▸ **DATA PROVIDED**:
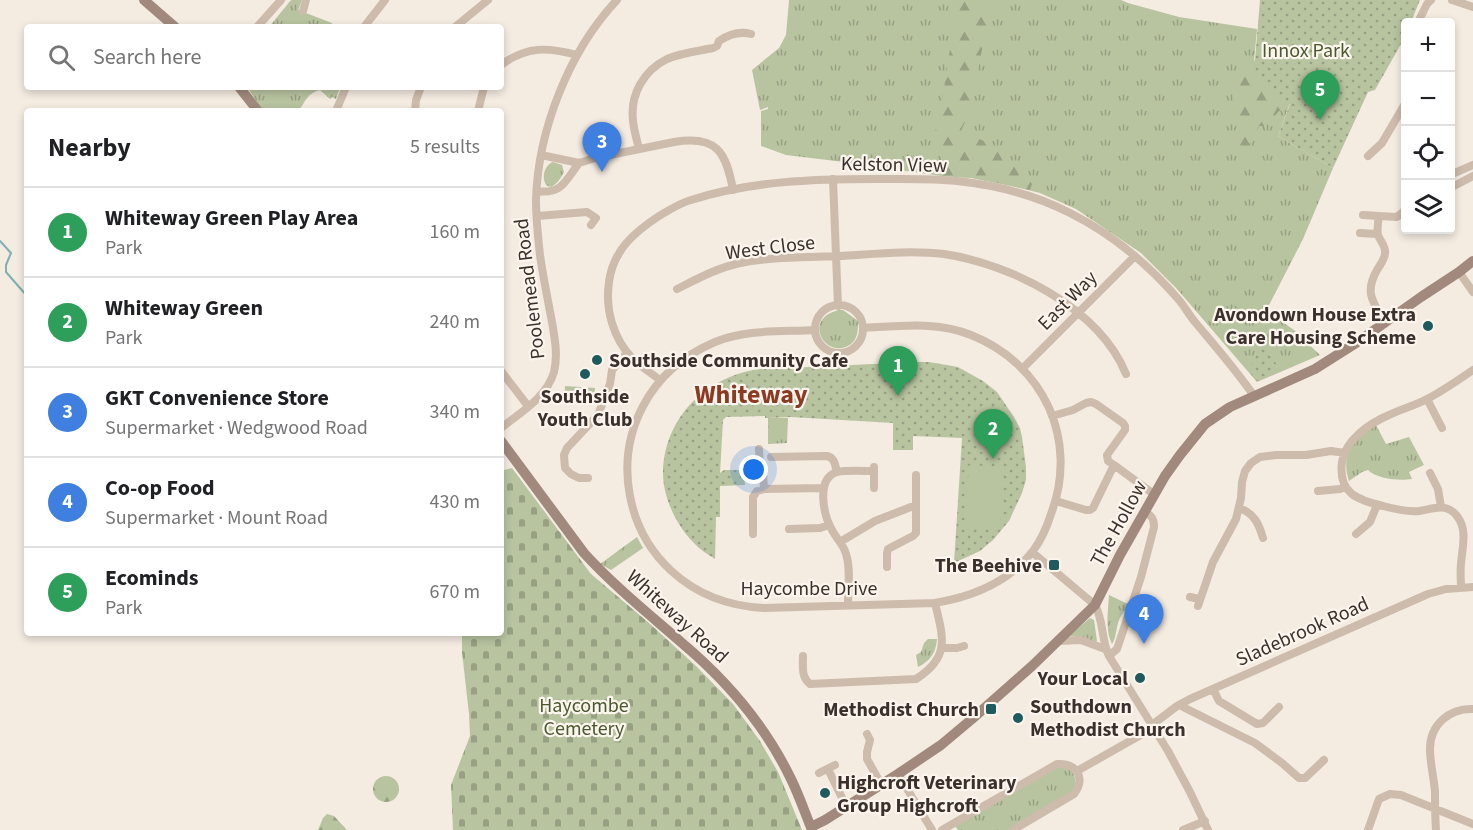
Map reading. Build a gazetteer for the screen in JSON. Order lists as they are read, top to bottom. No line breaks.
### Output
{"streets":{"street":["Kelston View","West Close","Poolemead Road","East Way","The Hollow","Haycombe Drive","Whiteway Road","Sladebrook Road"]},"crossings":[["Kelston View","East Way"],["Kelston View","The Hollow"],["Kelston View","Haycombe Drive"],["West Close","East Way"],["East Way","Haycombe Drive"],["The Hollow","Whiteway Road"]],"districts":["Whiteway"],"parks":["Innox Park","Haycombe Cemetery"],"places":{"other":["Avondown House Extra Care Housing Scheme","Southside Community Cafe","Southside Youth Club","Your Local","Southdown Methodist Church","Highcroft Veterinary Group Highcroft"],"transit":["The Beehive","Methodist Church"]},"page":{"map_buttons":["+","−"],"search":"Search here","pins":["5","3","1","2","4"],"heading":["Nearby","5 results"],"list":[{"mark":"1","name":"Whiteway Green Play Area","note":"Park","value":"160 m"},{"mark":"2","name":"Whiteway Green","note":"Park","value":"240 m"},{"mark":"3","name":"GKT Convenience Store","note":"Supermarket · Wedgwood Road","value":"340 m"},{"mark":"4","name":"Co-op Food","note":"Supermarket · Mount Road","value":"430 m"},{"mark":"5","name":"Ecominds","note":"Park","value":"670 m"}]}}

▸ **TASK REQUIREMENTS**: In your copy of the listing, please omit the pictures and keep every word exact.

▸ **EXERCISE RESULT**:
Map reading. Build a gazetteer for the screen in JSON. Order lists as they are read, top to bottom. No line breaks.
### Output
{"streets":{"street":["Kelston View","West Close","Poolemead Road","East Way","The Hollow","Haycombe Drive","Whiteway Road","Sladebrook Road"]},"crossings":[["Kelston View","East Way"],["Kelston View","The Hollow"],["Kelston View","Haycombe Drive"],["West Close","East Way"],["East Way","Haycombe Drive"],["The Hollow","Whiteway Road"]],"districts":["Whiteway"],"parks":["Innox Park","Haycombe Cemetery"],"places":{"other":["Avondown House Extra Care Housing Scheme","Southside Community Cafe","Southside Youth Club","Your Local","Southdown Methodist Church","Highcroft Veterinary Group Highcroft"],"transit":["The Beehive","Methodist Church"]},"page":{"map_buttons":["+","−"],"search":"Search here","pins":["5","3","1","2","4"],"heading":["Nearby","5 results"],"list":[{"mark":"1","name":"Whiteway Green Play Area","note":"Park","value":"160 m"},{"mark":"2","name":"Whiteway Green","note":"Park","value":"240 m"},{"mark":"3","name":"GKT Convenience Store","note":"Supermarket · Wedgwood Road","value":"340 m"},{"mark":"4","name":"Co-op Food","note":"Supermarket · Mount Road","value":"430 m"},{"mark":"5","name":"Ecominds","note":"Park","value":"670 m"}]}}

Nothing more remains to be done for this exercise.